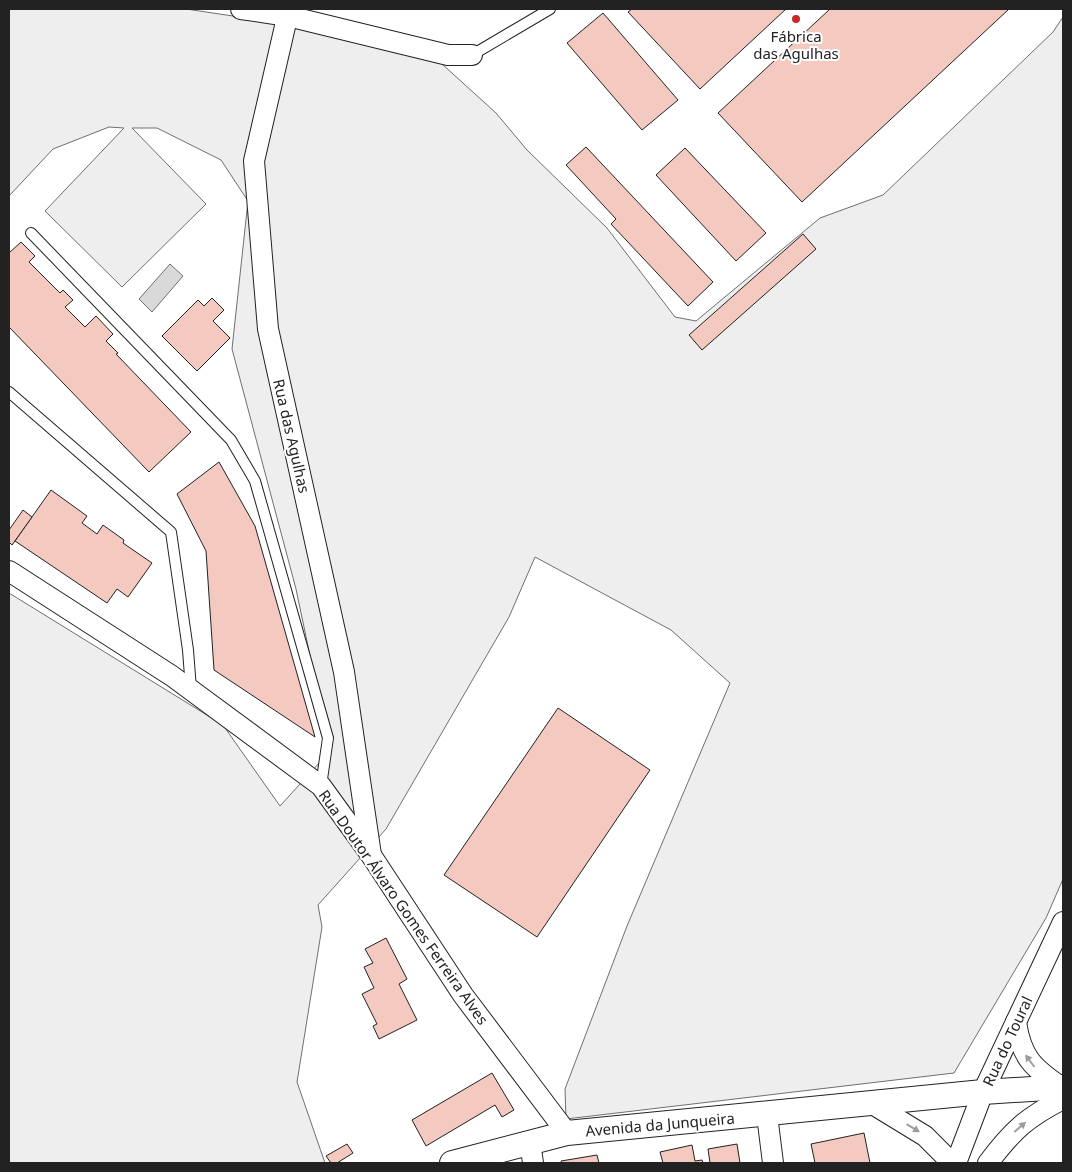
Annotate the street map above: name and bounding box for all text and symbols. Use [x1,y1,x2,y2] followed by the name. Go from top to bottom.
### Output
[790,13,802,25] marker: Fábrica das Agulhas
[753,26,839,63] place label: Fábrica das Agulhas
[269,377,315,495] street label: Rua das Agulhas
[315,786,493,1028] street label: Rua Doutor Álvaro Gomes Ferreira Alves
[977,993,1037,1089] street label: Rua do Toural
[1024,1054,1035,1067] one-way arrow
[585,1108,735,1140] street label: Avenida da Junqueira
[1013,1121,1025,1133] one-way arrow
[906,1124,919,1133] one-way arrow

#### WHAT THE EXERCISE ASKS:
Every line of the data above should be quoted exactly. Omit the pictures.

#### YOUR RESPONSE:
Annotate the street map above: name and bounding box for all text and symbols. Use [x1,y1,x2,y2] followed by the name. Go from top to bottom.
### Output
[790,13,802,25] marker: Fábrica das Agulhas
[753,26,839,63] place label: Fábrica das Agulhas
[269,377,315,495] street label: Rua das Agulhas
[315,786,493,1028] street label: Rua Doutor Álvaro Gomes Ferreira Alves
[977,993,1037,1089] street label: Rua do Toural
[1024,1054,1035,1067] one-way arrow
[585,1108,735,1140] street label: Avenida da Junqueira
[1013,1121,1025,1133] one-way arrow
[906,1124,919,1133] one-way arrow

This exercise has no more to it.